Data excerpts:
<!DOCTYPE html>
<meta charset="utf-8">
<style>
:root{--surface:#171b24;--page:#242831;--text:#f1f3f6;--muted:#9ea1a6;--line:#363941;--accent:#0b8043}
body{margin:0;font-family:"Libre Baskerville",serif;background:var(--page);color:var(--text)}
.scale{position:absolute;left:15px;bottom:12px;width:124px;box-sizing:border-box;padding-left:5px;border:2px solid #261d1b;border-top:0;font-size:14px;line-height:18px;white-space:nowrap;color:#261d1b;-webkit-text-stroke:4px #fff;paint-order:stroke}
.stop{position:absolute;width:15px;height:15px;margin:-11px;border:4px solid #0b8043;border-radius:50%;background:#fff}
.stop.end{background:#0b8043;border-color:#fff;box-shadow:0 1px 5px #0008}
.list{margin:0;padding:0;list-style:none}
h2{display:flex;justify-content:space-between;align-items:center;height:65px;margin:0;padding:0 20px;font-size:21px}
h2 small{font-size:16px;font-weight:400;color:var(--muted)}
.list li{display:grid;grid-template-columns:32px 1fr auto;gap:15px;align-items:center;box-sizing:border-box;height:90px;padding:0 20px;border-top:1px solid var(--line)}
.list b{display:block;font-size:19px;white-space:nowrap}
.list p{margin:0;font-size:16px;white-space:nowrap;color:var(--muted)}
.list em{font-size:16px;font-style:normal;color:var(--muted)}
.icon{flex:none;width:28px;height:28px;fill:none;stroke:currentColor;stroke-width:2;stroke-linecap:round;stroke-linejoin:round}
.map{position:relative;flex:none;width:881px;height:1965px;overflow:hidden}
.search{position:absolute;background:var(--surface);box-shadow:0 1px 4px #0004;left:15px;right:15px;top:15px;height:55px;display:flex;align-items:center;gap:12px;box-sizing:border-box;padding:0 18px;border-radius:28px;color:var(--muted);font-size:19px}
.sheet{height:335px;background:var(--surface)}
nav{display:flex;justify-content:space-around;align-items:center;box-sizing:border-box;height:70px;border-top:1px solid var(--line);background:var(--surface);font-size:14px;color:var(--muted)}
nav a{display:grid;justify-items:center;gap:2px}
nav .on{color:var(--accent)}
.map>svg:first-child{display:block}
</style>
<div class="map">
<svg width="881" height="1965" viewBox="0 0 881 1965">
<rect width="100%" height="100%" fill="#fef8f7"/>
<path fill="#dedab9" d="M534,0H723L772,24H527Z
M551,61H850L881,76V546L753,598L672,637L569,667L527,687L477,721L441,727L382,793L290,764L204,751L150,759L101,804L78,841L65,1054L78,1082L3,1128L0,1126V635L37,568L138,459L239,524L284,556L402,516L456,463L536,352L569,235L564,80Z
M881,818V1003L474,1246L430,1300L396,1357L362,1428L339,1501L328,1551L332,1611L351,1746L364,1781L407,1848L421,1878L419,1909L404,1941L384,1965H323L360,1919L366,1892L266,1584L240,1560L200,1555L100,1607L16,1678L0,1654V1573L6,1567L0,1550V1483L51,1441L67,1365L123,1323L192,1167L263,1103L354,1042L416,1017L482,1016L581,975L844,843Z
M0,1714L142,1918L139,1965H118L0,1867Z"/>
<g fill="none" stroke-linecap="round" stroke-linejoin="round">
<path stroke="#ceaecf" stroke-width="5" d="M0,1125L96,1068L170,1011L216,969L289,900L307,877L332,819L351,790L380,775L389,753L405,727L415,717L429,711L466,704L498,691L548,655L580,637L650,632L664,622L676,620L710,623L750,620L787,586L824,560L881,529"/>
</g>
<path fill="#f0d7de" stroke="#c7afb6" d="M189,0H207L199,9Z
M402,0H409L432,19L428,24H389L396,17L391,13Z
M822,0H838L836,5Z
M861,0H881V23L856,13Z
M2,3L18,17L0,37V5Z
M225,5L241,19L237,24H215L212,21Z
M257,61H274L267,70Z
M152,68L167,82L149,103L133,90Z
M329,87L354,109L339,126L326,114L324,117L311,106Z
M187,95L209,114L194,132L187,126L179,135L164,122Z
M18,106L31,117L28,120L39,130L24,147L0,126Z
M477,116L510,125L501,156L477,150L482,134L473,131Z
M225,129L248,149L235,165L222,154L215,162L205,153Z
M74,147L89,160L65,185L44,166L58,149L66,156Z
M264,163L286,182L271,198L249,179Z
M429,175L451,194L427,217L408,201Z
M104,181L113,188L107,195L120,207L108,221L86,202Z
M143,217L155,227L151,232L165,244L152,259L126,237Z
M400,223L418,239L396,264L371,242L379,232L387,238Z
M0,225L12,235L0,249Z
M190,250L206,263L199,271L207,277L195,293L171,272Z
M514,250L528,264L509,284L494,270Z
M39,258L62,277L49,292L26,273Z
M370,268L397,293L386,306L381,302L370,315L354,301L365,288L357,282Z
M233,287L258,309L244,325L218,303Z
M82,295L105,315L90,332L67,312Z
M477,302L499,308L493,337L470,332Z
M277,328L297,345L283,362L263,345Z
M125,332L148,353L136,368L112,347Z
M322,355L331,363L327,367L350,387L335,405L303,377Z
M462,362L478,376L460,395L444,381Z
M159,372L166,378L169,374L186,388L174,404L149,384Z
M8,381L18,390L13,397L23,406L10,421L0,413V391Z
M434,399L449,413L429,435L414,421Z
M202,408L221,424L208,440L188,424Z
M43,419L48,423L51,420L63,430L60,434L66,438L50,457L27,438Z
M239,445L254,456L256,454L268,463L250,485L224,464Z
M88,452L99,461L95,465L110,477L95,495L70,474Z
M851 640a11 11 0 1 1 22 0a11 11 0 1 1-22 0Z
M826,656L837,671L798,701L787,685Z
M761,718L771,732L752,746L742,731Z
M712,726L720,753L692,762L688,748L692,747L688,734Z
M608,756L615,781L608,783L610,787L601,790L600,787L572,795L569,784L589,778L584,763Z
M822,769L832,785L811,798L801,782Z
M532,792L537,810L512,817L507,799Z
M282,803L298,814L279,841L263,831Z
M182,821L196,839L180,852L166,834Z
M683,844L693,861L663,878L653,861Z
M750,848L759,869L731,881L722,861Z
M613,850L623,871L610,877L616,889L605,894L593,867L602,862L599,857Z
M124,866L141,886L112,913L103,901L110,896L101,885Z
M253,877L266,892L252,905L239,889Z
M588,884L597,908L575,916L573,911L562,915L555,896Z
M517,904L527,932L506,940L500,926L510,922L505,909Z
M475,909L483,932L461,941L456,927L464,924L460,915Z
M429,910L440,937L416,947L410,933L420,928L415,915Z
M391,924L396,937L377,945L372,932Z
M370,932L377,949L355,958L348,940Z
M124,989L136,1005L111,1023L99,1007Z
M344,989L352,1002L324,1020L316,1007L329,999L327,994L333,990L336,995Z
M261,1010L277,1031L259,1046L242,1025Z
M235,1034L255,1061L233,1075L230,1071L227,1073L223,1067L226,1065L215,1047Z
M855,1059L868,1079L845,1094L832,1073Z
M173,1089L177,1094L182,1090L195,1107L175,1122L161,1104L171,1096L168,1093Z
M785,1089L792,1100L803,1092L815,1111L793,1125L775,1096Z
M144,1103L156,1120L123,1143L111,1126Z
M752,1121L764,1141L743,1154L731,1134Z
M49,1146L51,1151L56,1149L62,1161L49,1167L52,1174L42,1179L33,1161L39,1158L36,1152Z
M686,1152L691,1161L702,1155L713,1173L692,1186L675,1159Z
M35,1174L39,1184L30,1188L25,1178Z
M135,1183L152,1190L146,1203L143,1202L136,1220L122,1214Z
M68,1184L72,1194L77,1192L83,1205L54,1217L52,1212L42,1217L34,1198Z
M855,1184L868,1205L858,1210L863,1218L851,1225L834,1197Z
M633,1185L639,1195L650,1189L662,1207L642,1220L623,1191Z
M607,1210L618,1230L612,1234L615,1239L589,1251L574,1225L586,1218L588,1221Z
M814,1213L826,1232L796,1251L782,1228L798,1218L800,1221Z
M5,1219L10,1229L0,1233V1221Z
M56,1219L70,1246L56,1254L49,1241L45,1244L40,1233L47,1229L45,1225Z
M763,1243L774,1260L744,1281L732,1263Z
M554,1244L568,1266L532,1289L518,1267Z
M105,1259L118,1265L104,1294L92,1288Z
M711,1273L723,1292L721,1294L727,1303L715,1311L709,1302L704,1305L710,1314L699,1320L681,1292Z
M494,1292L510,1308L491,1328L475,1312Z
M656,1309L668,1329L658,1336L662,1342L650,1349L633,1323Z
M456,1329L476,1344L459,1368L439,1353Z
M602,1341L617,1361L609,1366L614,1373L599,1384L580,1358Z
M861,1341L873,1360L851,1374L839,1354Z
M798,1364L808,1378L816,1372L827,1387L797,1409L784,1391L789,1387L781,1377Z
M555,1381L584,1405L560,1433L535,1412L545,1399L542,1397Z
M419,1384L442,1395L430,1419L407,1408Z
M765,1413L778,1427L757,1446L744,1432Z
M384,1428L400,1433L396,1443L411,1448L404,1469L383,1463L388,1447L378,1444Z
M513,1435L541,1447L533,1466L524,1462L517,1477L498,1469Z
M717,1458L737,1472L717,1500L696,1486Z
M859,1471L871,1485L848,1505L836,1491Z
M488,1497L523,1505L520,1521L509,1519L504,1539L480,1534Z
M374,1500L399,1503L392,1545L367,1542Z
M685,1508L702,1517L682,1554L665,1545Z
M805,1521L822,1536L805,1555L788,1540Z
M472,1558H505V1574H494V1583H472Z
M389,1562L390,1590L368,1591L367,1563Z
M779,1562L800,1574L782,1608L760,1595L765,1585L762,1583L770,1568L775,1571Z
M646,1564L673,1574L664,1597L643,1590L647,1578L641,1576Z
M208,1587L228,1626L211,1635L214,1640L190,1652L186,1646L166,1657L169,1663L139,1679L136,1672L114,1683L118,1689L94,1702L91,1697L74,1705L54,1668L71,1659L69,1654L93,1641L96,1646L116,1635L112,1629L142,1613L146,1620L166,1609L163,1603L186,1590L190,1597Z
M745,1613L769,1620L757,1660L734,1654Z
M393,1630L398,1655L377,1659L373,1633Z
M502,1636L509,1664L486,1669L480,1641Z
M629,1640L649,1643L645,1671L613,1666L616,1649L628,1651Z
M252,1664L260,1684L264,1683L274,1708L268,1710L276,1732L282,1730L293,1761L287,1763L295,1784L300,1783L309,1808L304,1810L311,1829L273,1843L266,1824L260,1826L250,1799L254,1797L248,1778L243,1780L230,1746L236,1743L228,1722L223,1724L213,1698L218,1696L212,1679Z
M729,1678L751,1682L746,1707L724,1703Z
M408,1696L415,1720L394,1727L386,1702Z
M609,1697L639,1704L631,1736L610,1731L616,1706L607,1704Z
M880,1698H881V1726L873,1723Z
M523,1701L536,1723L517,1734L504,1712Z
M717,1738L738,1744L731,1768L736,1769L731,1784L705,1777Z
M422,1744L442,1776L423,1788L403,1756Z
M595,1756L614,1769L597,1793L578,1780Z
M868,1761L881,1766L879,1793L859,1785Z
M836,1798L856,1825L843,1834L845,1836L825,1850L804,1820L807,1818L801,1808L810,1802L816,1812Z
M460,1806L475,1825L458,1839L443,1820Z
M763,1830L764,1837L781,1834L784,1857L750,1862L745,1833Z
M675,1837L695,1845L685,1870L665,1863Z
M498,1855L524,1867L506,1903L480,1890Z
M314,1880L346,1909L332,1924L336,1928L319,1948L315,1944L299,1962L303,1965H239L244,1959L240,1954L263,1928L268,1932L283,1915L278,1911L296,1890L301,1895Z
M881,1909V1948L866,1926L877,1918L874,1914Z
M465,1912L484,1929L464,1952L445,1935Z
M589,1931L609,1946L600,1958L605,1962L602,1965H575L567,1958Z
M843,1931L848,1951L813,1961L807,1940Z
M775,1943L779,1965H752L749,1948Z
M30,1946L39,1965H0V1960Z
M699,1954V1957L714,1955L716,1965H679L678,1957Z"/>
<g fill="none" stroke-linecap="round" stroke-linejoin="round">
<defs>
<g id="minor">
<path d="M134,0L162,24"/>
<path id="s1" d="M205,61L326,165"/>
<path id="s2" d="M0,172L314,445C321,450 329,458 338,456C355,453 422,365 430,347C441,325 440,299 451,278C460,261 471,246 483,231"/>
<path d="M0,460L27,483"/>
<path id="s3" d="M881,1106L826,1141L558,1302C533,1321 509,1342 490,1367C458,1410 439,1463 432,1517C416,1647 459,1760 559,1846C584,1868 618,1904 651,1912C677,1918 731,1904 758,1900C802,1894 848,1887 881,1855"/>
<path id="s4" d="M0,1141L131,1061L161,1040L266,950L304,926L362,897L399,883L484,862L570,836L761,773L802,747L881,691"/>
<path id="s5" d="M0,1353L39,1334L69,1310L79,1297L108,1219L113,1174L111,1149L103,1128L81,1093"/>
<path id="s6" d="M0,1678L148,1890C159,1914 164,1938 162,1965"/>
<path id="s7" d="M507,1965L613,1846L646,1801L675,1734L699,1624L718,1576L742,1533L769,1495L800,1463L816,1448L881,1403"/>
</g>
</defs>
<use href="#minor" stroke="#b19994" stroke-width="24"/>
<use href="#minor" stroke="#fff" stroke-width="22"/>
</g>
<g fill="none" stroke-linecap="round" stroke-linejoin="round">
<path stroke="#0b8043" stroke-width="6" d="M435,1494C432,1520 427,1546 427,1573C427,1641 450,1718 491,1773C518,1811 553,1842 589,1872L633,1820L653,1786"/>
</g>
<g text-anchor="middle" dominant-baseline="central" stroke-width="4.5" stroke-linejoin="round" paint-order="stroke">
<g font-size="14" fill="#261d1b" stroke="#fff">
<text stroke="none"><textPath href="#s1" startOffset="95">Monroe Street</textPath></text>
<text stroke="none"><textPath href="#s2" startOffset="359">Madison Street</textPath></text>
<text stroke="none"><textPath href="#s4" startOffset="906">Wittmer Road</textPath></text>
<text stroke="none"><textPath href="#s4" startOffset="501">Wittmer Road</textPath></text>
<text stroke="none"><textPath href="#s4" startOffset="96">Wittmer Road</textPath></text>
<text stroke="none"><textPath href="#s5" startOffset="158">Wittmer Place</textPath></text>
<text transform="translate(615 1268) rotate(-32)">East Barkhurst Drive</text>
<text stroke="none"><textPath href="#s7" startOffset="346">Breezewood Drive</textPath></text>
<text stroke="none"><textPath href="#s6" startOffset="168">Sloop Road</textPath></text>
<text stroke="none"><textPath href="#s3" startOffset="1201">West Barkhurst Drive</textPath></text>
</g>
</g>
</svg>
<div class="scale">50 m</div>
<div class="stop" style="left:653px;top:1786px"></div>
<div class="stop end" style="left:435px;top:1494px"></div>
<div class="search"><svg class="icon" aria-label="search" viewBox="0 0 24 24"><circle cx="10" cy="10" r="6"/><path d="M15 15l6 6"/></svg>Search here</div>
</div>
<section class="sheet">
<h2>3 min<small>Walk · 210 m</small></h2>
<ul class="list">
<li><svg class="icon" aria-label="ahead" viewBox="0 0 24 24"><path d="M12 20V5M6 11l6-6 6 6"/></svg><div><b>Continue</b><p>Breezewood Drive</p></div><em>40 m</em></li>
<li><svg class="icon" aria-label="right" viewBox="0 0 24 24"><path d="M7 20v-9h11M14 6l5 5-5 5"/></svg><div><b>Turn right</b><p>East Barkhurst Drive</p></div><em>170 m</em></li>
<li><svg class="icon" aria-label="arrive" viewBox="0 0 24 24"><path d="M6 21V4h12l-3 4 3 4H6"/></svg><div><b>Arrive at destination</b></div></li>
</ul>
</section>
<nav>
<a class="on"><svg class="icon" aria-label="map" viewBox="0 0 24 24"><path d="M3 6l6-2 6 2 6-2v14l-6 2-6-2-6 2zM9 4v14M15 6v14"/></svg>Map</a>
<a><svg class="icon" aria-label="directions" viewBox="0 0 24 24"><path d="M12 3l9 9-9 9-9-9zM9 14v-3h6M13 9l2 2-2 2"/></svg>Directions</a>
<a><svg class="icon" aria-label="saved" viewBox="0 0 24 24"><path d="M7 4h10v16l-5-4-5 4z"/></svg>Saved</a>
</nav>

▸ Exercise aim:
Check each line above for the word "list", and copy the lines where it appears.

▸ Exercise result:
.list{margin:0;padding:0;list-style:none}
.list li{display:grid;grid-template-columns:32px 1fr auto;gap:15px;align-items:center;box-sizing:border-box;height:90px;padding:0 20px;border-top:1px solid var(--line)}
.list b{display:block;font-size:19px;white-space:nowrap}
.list p{margin:0;font-size:16px;white-space:nowrap;color:var(--muted)}
.list em{font-size:16px;font-style:normal;color:var(--muted)}
<ul class="list">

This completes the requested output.